External how-to
Tasks that happen outside the NAS — Cloudflare (DNS, Pages, WAF, Access), Authentik SSO, GitHub, and domain renewal. These services keep saxobroko.com and homelab URLs working on the internet.
Audience: Ryan or a helper with Vaultwarden and YubiKey access.
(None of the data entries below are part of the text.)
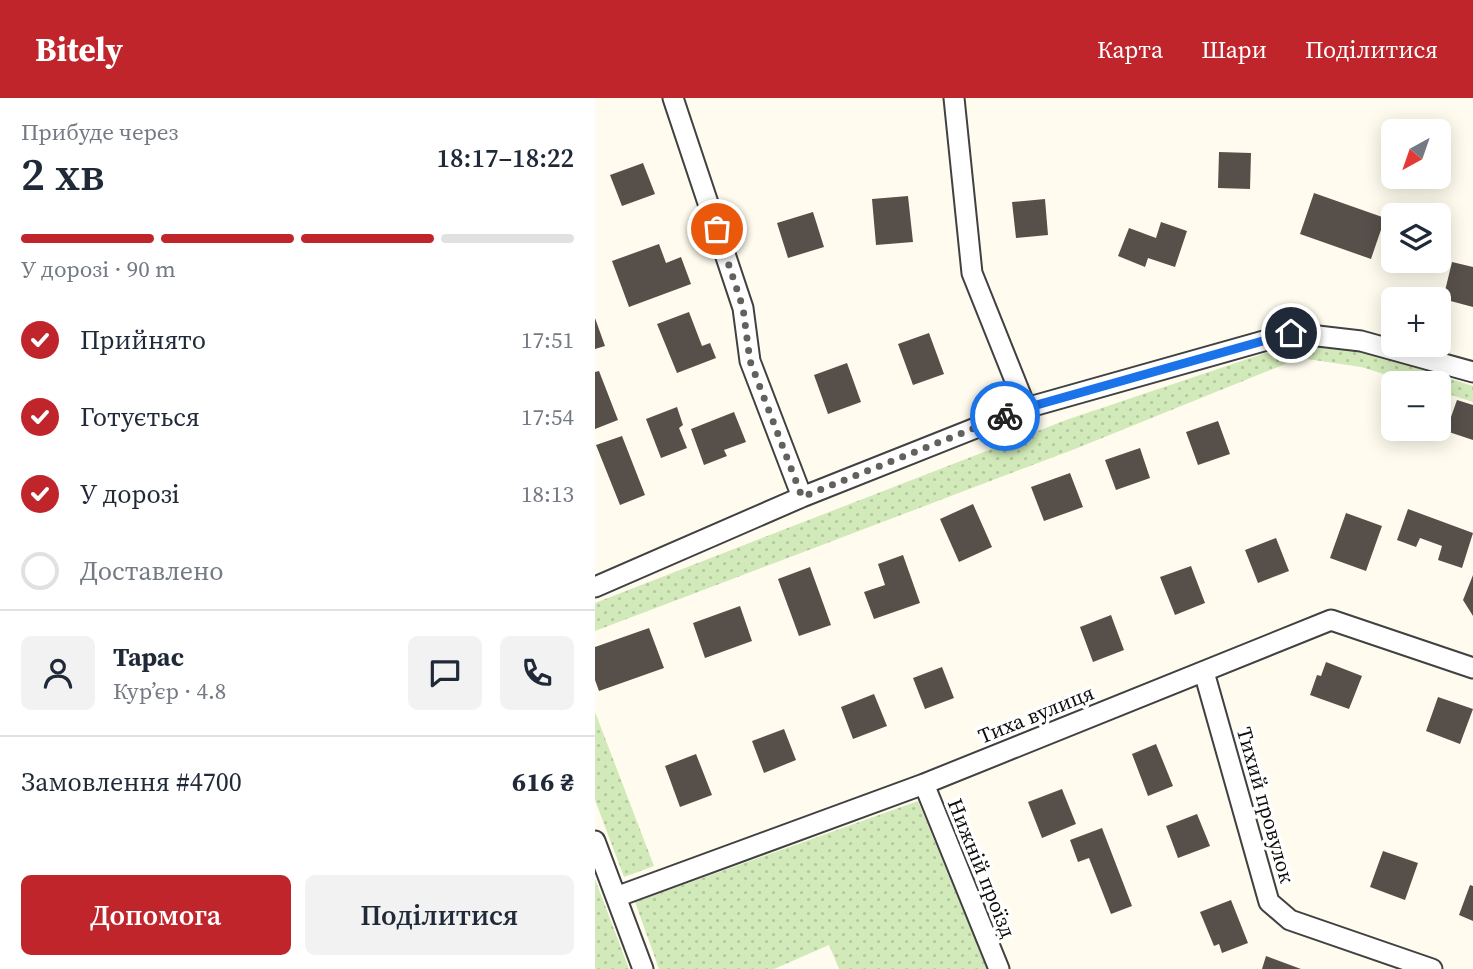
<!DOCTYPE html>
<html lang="uk">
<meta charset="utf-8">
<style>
:root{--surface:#fff;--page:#f2f2f3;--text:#1f2937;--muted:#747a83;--line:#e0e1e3;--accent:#c0252c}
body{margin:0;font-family:"Source Serif 4",serif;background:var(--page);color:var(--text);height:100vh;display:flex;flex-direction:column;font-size:26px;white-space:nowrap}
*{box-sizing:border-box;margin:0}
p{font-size:23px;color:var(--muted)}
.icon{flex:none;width:38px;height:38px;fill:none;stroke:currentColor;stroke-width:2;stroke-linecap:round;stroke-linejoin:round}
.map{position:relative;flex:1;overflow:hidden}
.drawer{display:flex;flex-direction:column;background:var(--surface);width:595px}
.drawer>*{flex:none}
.needle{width:46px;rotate:220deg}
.tools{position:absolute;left:786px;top:21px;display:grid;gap:14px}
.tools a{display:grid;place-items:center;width:70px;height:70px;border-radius:10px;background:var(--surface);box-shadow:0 4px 18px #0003;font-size:35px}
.pin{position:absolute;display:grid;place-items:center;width:60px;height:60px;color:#fff;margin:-30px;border:4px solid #fff;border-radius:50%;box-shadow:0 2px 7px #0007}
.courier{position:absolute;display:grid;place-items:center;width:70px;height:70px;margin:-35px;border:5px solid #1a73e8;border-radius:50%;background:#fff;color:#222;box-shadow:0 2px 9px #0007}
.head em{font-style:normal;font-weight:600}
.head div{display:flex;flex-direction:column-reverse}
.head{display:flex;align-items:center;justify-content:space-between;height:119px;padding:0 21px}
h1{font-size:46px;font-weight:600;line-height:52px}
.bar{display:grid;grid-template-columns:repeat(4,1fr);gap:10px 7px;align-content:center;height:84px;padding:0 21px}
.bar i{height:9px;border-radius:5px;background:var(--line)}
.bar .on{background:var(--accent)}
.bar p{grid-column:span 4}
.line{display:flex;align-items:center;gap:18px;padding:0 21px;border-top:2px solid var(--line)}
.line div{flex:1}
.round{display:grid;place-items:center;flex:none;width:74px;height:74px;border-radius:10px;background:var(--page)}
ol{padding:0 21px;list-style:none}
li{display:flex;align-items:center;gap:21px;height:77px}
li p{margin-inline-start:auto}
li .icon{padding:7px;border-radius:50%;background:var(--accent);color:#fff;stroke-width:4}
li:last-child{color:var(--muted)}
li i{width:38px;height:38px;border:4px solid var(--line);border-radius:50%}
.action{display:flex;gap:14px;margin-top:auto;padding:14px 21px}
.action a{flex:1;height:80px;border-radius:10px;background:var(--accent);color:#fff;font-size:28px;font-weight:600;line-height:80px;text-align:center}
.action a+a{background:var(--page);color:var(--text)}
header{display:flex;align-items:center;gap:42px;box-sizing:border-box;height:98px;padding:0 35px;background:var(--accent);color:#fff}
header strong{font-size:33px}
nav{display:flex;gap:38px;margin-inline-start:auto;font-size:24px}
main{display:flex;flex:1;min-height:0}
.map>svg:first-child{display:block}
</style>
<header>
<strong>Bitely</strong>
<nav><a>Карта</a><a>Шари</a><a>Поділитися</a></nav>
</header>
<main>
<section class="drawer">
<div class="head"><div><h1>2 хв</h1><p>Прибуде через</p></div><em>18:17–18:22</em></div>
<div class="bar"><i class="on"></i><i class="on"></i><i class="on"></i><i></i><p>У дорозі · 90 m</p></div>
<ol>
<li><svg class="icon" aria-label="check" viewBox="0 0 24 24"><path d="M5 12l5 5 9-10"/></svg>Прийнято<p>17:51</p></li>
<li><svg class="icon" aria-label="check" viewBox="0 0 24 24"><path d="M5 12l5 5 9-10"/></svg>Готується<p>17:54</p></li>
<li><svg class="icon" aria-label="check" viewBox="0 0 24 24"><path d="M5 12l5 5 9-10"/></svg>У дорозі<p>18:13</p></li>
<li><i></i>Доставлено</li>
</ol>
<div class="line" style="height:126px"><a class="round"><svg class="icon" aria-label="person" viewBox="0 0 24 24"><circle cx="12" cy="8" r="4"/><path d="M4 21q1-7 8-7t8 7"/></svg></a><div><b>Тарас</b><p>Кур’єр · 4.8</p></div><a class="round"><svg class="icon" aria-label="chat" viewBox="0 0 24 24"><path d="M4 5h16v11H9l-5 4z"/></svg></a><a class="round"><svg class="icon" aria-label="phone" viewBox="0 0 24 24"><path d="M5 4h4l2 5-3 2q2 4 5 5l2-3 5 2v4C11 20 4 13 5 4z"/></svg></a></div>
<div class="line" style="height:91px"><div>Замовлення #4700</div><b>616 ₴</b></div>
<div class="action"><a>Допомога</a><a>Поділитися</a></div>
</section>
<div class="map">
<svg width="878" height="871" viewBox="0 0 878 871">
<defs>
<pattern id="grass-dots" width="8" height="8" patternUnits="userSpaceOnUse" patternTransform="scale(1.75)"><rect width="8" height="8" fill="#d2eab9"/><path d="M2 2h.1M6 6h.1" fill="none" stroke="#b3c89e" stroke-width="1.8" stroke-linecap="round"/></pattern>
</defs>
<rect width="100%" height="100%" fill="#fffcef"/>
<path fill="url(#grass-dots)" d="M697,246L768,253L878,288V304L844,293V285H818L766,269L705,260L480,351L0,533V505L471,322Z
M0,614L59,768L29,779L0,702Z
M323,703L392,871H244L234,847L179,871H64L40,804Z
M0,781L34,871H0Z"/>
<path fill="#574f4a" d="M624,54L656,55L655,91L623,90Z
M48,65L60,96L27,108L15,77Z
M719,95L790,120L776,161L705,136Z
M313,98L318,144L281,147L277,101Z
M450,101L453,137L421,140L417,104Z
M218,114L229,149L193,160L182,125Z
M566,124L592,133L580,169L553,160L550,169L523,158L534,130L561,140Z
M64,146L71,165L86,159L96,186L34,209L17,163Z
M857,164L878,169V209L848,201Z
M94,214L107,248L115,245L121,260L82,275L62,226Z
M0,220L10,248L0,251Z
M334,235L349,276L318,287L303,246Z
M252,265L266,304L233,316L219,277Z
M4,273L23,322L0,331V274Z
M862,302L878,307V342L851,333Z
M82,309L88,327L84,330L92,350L66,360L51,321Z
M139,314L151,344L129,352L132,358L109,367L96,331Z
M623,323L635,356L603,367L591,334Z
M27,338L50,397L25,407L1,347Z
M545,350L555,380L521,392L510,362Z
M475,375L488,409L449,423L436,389Z
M378,406L397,449L364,464L345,421Z
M813,411L878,435L867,470L843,462L847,448L825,440L821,449L802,442Z
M751,415L787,428L771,473L735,460Z
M681,440L694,473L663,485L650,452Z
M308,457L325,505L279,521L269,494L290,487L283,466Z
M596,468L610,505L580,517L565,479Z
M215,469L236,527L204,538L183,481Z
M878,477V518L868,502Z
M145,508L157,543L110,560L98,525Z
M516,517L529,552L498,564L485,529Z
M54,530L69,570L4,593L0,582V549Z
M731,564L767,578L754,611L715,597L722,577L726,578Z
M347,569L359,600L330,611L318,580Z
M279,596L292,628L258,641L246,609Z
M843,599L878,611L865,646L831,633Z
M189,631L201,662L169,675L157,643Z
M561,646L578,688L553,698L537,656Z
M101,656L117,697L85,709L70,668Z
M467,691L481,726L447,740L433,704Z
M602,716L615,748L583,760L571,728Z
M507,730L537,808L516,816L494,760L483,764L475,742Z
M788,753L823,765L810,802L775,789Z
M875,787L878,788V823L864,817Z
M636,802L653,845L627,855L624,846L619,848L605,814Z
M671,858L706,871H667Z"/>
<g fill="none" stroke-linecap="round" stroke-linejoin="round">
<defs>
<path id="street" d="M78,0L148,210L155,263L207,399
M359,0L377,175L431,310
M0,489L207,399L431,310L697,235L766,243L878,274
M609,574L674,804L695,822L837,871
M329,686L404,871
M0,743L48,871
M21,799L329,686L736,522L878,570"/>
</defs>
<use href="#street" stroke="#414141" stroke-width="23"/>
<use href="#street" stroke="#fff" stroke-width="19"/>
</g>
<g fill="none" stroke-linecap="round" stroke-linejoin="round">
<path stroke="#62615d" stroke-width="7" stroke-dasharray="0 12.6" d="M122,131L148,210L155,263L207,399L410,318"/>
<path stroke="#1a73e8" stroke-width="9" d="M410,318L431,310L696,235"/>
</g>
<g text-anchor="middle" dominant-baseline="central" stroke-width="7" stroke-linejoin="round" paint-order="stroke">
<g font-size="21" fill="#0e0e0e" stroke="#fff">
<text transform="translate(441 616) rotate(-22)">Тиха вулиця</text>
<text transform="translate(671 707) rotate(74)">Тихий провулок</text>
<text transform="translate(387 770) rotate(68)">Нижній проїзд</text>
</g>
</g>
</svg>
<div class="tools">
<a><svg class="needle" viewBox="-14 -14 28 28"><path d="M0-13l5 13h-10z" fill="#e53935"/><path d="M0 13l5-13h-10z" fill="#747a83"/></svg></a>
<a><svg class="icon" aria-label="layers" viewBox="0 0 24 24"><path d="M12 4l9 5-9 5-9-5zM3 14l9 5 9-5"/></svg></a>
<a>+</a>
<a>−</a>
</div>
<div class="pin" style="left:122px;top:131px;background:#ea580c"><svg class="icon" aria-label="bag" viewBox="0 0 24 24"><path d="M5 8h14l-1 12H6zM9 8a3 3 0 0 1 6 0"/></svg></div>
<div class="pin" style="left:696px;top:235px;background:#1f2937"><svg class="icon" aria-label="home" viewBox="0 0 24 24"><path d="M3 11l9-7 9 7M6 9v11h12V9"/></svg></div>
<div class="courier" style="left:410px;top:318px"><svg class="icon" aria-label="bike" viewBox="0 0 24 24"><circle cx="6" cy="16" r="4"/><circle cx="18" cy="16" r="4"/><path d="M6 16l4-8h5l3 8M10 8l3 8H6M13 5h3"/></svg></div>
</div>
</main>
What "external" means here
| Service | Role |
|---|---|
| Cloudflare | Domain registrar, DNS, SSL, WAF, Tunnels, Pages (SaxDocs), Zero Trust Access |
| Authentik | SSO at auth.saxobroko.com — login for docs, dash, etc. |
| GitHub | Source code, SaxDocs auto-deploy, SaxWeather and other repos |
Homelab apps still run on TrueNAS — Cloudflare is the front door from the internet.
Before you start
- Where passwords live — Vaultwarden at vault.saxobroko.com
- YubiKey for Cloudflare and GitHub 2FA — YubiKey
- Glossary if terms are unfamiliar — Basics glossary
Guides in this section
| Task | Guide |
|---|---|
| Log into Cloudflare and understand what it controls | Cloudflare account access |
| Public site unreachable | When a site is down |
| Add family to SSO / docs login | Add an Authentik user |
| Saxon gone — keep GitHub and SaxDocs running | If Saxon dies — GitHub |
| Renew saxobroko.com | Renew the domain |
| Emergency — bypass Access login | Disable Cloudflare Access temporarily — last resort |
Rules
- No secrets in SaxDocs — tokens and passwords stay in Vaultwarden or GitHub Actions secrets.
- Do not delete DNS records unless you know what hostname they serve.
- Do not turn off the whole Cloudflare zone — that takes down every subdomain at once.
- Bot Fight Mode must stay off — it breaks Authentik + Access — WAF and access rules.